INSTRUCTIONS FOR THE TASK:
Each line with the string "JSON" is to be copied from the records below.

SUPPLIED RECORDS:
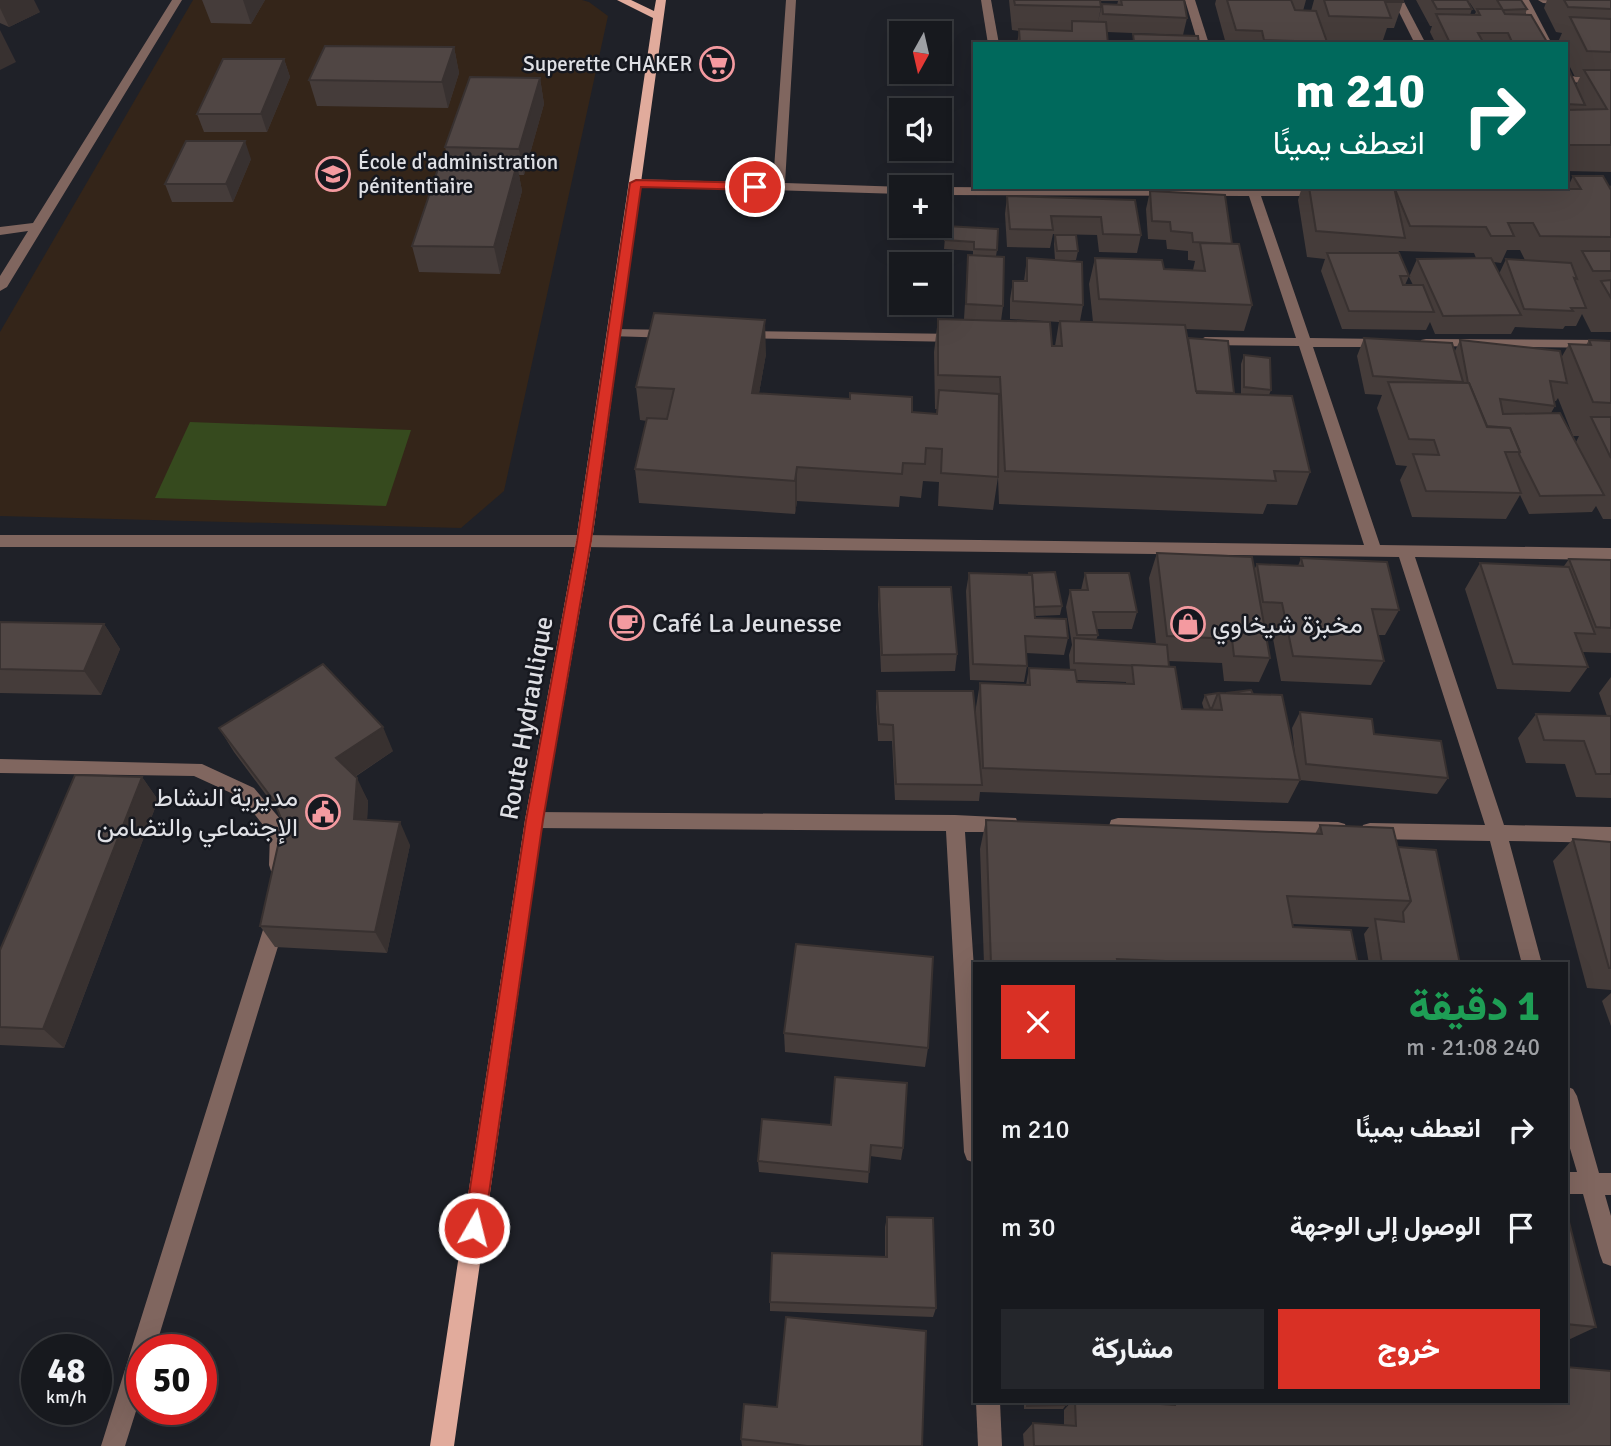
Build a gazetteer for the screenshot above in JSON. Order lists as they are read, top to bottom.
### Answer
{
  "streets": {
    "main road": ["Route Hydraulique"]
  },
  "places": {
    "supermarket": ["Superette CHAKER"],
    "school or university": ["École d'administration pénitentiaire"],
    "cafe": ["Café La Jeunesse"],
    "shop": ["مخبزة شيخاوي"],
    "public building": ["مديرية النشاط الإجتماعي والتضامن"]
  },
  "north": "bottom",
  "page": {
    "map_buttons": ["+", "−"],
    "turn": ["210 m", "انعطف يمينًا"],
    "heading": ["1 دقيقة", "240 m · 21:08"],
    "list": [
      {
        "name": "انعطف يمينًا",
        "value": "210 m"
      },
      {
        "name": "الوصول إلى الوجهة",
        "value": "30 m"
      }
    ],
    "buttons": ["خروج", "مشاركة"],
    "speed": "48 km/h",
    "limit": "50"
  }
}
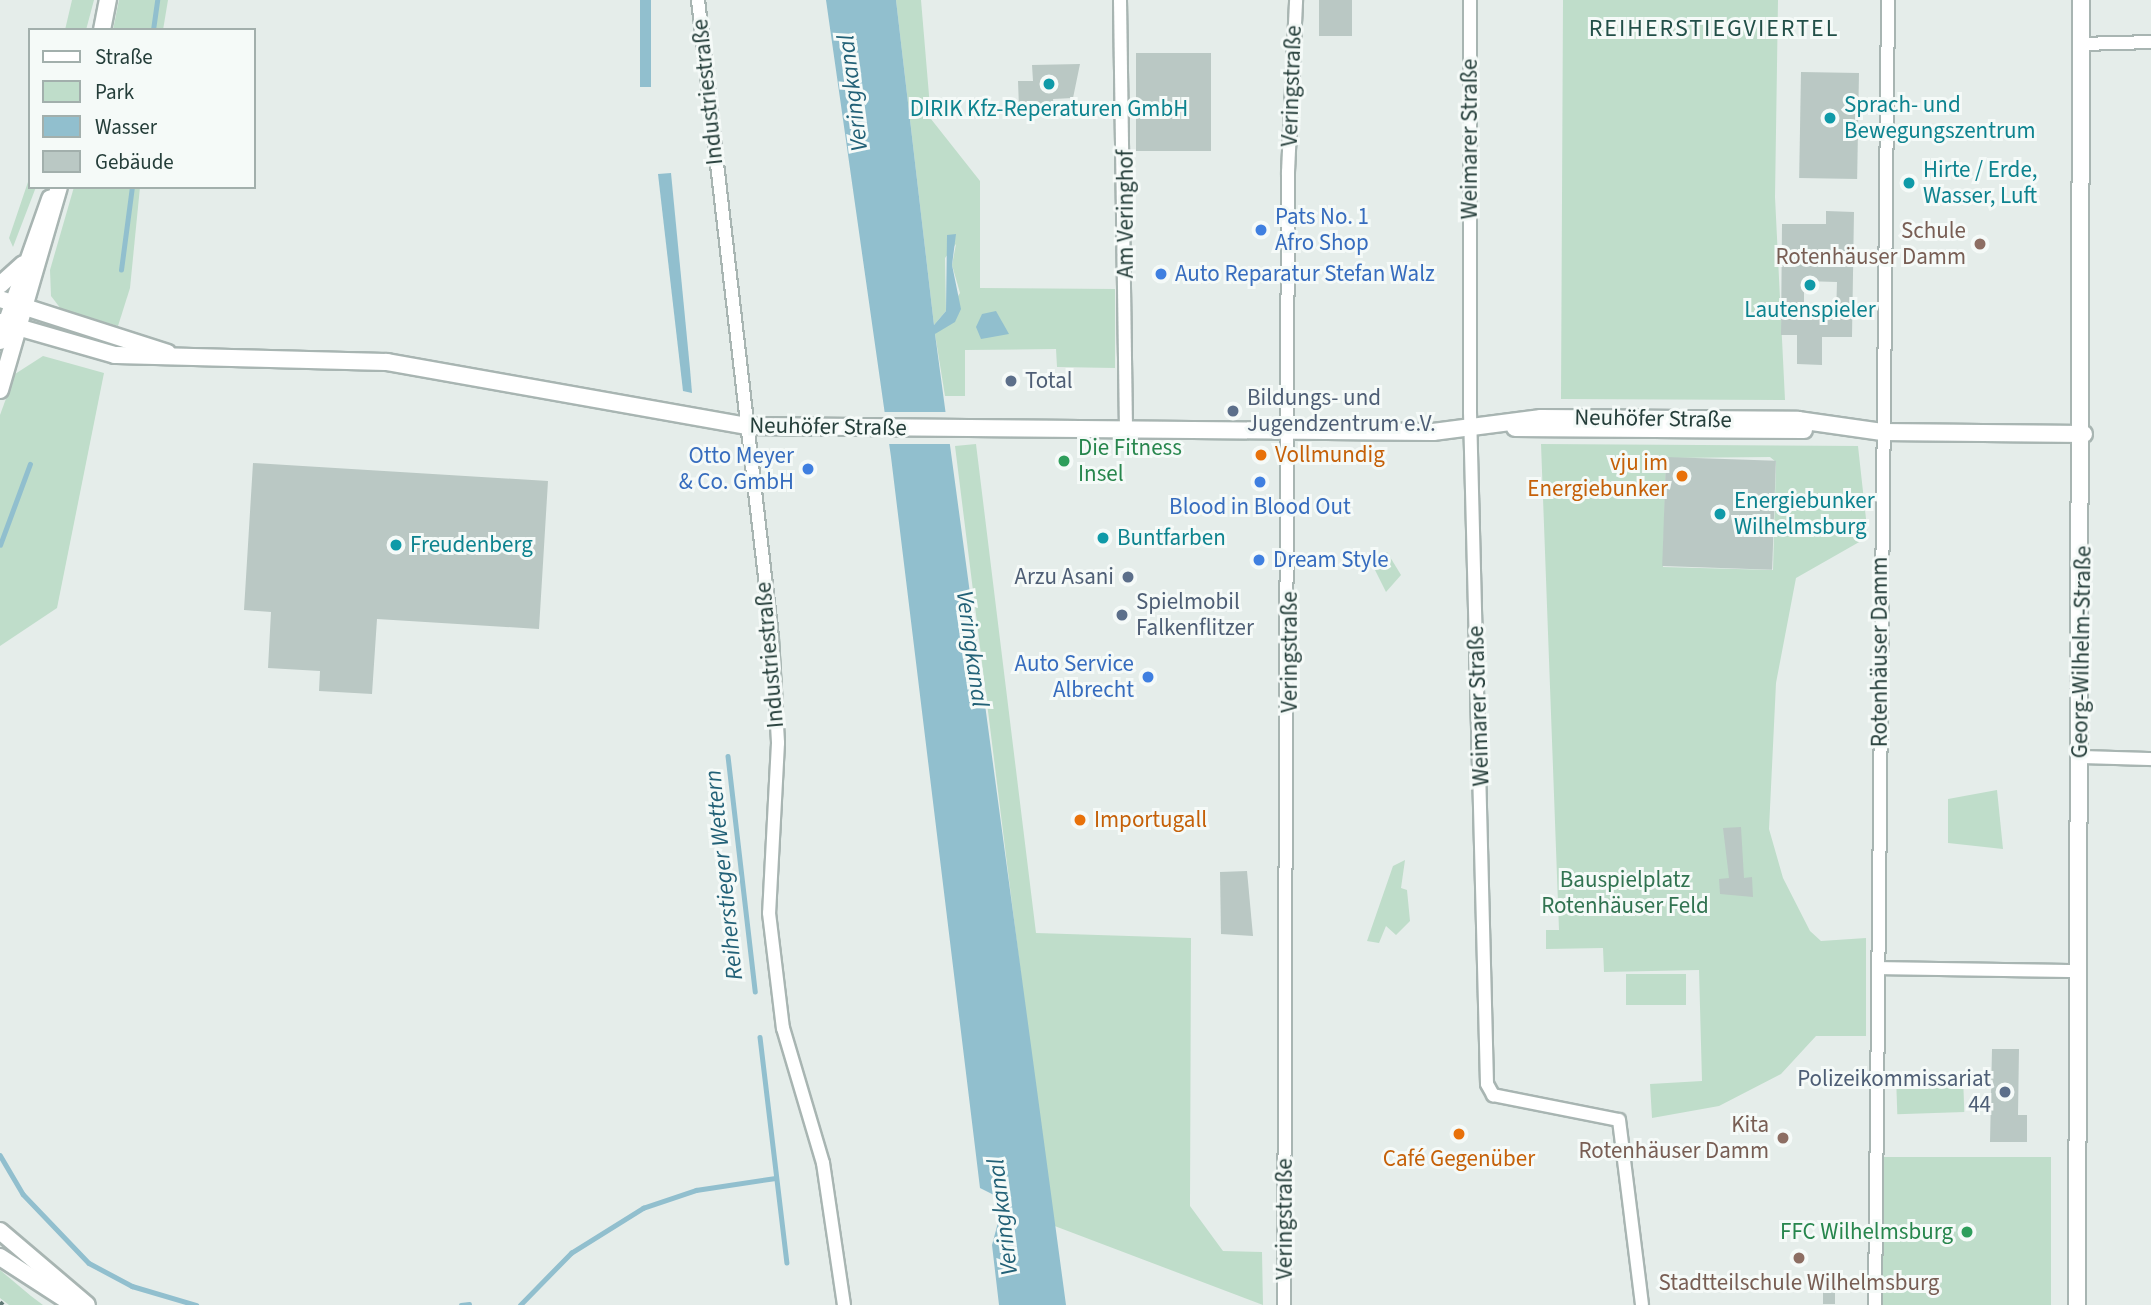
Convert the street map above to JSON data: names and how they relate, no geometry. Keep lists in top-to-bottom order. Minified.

WRITTEN ANSWER:
Build a gazetteer for the screenshot above in JSON. Order lists as they are read, top to bottom.
Convert the street map above to JSON data: names and how they relate, no geometry. Keep lists in top-to-bottom order. Minified.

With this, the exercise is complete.